O segundo ponto em relação ao filme de
Raulino diz respeito à forma como o compartilhamento
da câmera não é acompanhado do compartilhamento da palavra
e da angústia em filmar, ou do prazer em fazer suas
próprias imagens. Quando Raulino escreve, no final do
filme, que algumas imagens foram feitas por Destrudes
“sem qualquer interferência do realizador”, essa passagem
é difícil de ser levada ao pé da letra, mesmo como intenção
de Raulino. Ela precisa ser nuançada antes de falarmos
do fracasso da empreitada de Raulino. Primeiramente,
somos informados disso no final do filme, o que faz
com que tenhamos visto as imagens filmadas por Destrudes
sem saber que ali se tratavam de suas imagens. Esse
procedimento fragiliza a tentativa de conectarmos as
imagens feitas por Destrudes à sua afirmação enquanto
sujeito para além do filme.
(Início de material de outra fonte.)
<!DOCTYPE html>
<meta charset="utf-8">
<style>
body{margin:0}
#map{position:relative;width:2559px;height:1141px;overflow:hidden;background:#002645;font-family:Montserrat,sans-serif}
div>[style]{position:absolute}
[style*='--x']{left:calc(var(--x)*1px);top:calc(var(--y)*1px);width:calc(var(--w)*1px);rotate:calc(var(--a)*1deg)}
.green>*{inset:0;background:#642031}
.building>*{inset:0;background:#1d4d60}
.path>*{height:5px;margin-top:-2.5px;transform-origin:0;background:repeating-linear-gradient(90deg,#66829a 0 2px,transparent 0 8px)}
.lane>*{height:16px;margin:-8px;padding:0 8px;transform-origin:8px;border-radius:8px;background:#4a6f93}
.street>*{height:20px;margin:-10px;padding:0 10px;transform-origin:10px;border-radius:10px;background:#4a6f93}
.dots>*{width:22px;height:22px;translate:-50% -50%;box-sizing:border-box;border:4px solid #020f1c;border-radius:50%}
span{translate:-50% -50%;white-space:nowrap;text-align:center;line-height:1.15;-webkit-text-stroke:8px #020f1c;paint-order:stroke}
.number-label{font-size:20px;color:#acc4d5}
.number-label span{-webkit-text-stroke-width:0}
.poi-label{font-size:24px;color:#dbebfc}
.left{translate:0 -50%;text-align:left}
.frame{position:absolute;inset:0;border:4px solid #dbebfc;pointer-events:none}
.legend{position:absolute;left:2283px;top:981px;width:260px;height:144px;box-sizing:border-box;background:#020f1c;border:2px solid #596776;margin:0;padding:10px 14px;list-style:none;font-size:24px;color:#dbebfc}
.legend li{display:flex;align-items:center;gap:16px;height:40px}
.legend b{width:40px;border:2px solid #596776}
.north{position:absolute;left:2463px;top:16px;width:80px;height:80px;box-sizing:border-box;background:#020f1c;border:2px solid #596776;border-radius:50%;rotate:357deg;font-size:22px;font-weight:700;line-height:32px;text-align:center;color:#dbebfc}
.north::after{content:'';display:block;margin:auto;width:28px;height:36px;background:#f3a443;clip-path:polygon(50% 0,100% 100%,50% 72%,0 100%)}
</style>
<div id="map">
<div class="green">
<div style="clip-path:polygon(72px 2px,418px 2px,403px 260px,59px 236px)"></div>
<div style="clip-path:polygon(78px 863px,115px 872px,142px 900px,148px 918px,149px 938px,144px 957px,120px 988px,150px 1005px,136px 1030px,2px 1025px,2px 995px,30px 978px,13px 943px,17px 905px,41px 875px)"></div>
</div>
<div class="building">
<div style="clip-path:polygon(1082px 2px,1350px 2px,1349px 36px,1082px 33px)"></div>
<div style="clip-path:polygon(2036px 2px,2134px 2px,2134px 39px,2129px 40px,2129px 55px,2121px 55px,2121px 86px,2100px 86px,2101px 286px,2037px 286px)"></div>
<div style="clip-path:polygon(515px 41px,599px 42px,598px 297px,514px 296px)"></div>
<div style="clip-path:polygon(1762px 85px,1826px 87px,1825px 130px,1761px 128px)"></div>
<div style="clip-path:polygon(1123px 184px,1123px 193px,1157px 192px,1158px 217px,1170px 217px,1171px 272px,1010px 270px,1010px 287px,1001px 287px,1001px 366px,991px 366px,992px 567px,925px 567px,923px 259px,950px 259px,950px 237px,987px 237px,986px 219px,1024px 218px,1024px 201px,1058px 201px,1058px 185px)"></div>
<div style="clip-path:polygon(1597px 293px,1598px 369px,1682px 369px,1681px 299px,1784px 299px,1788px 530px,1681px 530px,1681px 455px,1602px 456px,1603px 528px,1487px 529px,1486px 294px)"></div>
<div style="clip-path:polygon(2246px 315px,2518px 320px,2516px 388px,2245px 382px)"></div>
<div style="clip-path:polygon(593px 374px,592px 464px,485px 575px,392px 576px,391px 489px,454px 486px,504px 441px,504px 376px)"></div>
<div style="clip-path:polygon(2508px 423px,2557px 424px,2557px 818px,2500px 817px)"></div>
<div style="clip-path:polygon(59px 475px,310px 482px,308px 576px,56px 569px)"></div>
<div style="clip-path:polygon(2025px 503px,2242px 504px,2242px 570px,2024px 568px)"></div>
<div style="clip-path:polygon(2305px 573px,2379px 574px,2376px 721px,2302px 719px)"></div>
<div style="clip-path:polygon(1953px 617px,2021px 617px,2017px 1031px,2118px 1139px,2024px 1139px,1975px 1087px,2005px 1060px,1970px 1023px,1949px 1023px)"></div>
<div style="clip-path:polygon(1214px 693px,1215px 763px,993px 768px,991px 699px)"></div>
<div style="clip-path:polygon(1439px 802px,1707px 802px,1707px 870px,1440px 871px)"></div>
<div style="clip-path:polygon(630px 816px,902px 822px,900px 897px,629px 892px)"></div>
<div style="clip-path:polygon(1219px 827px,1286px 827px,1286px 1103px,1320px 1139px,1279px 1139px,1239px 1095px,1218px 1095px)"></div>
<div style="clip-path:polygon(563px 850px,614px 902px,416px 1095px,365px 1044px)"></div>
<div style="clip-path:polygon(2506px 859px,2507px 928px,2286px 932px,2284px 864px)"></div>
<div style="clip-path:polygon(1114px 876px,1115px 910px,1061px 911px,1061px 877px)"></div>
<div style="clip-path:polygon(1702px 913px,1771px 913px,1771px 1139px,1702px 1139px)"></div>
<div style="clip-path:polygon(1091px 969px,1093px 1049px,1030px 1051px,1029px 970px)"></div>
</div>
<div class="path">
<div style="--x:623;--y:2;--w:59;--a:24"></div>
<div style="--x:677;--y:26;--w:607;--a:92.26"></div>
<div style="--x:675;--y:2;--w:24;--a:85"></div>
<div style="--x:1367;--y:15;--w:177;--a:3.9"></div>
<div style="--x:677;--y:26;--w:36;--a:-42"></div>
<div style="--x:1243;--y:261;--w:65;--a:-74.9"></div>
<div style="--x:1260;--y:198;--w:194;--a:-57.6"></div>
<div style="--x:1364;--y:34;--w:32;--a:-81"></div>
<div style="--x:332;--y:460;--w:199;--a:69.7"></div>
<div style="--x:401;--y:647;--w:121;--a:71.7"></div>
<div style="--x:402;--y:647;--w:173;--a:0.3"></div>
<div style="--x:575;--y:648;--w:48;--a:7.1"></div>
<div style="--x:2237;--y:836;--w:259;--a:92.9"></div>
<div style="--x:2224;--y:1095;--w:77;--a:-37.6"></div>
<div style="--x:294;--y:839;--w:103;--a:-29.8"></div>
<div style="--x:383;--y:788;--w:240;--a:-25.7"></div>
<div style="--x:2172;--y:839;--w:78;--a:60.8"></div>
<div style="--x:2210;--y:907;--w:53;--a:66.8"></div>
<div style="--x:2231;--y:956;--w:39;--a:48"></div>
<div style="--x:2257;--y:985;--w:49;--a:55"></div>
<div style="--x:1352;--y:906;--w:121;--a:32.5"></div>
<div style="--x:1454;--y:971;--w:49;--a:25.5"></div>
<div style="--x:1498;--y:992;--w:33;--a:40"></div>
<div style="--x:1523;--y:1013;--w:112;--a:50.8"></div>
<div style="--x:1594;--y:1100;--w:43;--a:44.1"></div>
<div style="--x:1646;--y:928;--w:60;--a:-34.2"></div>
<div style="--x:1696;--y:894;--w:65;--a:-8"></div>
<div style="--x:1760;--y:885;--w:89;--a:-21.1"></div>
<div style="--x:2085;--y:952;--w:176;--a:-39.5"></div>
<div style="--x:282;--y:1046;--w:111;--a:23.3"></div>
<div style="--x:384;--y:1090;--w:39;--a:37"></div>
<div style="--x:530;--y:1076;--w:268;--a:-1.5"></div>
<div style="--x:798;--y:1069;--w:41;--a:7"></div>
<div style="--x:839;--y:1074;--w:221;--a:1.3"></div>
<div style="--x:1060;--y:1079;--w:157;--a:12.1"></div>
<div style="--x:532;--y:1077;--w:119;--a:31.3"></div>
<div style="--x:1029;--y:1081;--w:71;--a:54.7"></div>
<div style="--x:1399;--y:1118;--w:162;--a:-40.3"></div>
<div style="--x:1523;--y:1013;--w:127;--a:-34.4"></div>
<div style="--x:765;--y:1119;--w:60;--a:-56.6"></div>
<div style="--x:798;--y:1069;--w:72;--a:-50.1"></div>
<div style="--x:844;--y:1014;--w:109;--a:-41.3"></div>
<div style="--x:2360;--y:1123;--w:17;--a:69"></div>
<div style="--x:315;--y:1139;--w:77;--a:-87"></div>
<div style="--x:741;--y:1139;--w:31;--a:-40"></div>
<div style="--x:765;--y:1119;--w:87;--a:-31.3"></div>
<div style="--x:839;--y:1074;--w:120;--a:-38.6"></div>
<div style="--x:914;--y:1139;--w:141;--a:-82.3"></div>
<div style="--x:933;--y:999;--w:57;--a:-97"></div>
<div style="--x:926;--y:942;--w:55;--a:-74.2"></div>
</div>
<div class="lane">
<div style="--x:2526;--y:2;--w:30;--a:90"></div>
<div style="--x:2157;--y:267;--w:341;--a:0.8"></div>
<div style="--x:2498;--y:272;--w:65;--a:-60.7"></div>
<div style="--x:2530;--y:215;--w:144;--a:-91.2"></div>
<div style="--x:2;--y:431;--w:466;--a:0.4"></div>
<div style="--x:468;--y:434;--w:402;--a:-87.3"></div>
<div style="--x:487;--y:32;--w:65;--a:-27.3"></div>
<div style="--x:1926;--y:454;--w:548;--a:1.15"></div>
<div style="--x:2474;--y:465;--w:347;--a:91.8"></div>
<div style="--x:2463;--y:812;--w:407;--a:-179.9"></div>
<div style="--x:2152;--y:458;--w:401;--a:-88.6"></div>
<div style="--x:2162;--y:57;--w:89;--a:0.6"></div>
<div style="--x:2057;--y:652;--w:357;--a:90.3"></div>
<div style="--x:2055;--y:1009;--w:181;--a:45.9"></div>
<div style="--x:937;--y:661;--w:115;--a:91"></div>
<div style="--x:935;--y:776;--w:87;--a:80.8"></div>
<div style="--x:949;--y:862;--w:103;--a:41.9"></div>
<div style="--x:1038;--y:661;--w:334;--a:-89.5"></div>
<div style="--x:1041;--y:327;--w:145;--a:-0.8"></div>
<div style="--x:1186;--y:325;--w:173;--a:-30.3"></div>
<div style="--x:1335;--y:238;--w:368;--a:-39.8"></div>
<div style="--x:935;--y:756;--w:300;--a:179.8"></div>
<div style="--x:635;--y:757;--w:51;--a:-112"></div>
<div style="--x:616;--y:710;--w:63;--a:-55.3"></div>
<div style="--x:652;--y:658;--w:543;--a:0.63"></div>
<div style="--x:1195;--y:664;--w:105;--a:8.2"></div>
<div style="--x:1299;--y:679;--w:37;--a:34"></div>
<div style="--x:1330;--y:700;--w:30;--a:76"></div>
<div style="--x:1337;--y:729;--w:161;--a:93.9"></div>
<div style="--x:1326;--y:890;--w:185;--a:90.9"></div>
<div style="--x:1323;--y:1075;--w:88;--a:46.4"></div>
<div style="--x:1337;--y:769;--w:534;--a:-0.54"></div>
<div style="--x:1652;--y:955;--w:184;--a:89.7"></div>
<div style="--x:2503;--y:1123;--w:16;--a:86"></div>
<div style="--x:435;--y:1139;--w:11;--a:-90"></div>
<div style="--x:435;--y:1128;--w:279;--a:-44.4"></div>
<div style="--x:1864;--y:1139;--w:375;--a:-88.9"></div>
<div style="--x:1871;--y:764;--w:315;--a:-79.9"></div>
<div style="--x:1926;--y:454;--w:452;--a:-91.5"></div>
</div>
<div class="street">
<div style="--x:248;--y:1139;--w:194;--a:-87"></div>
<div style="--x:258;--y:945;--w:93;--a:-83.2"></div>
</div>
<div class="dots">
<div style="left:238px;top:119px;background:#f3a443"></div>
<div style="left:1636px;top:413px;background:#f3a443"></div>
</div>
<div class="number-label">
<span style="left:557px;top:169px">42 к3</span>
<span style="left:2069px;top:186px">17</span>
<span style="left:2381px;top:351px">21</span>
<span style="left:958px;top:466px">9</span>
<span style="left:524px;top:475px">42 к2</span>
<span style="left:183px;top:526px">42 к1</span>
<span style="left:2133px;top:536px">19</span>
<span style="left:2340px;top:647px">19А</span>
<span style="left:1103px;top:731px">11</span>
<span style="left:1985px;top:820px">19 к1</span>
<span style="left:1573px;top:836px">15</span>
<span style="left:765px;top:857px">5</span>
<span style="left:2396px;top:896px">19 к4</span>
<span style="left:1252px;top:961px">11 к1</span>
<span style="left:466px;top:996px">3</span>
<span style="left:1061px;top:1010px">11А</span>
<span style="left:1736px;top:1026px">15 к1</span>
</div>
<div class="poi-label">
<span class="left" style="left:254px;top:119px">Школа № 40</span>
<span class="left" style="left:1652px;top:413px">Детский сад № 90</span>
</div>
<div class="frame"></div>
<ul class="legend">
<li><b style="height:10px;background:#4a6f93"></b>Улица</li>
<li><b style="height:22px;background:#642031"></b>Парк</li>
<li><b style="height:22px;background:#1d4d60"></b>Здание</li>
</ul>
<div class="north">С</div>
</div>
Em segundo lugar, a música
escolhida por Raulino, Strawberry Fields, dos
Beatles, certamente impõe a presença do autor a essas
imagens, mas isso não é feito sem a plena consciência
do realizador. Se há um compartilhamento nesse caso,
ele se dá justamente pela forma como Raulino explicita
sua presença com as imagens que, depois viemos saber,
são de Destrudes. Não vale a pena entrarmos em uma seara
mais interpretativa, mas vale lembrarmos a letra da
música de John Lennon e Paul McCartney escolhida por
Raulino: “Nada é real e nada para aprender. Viver é
fácil de olhos fechados, confundindo tudo que você vê.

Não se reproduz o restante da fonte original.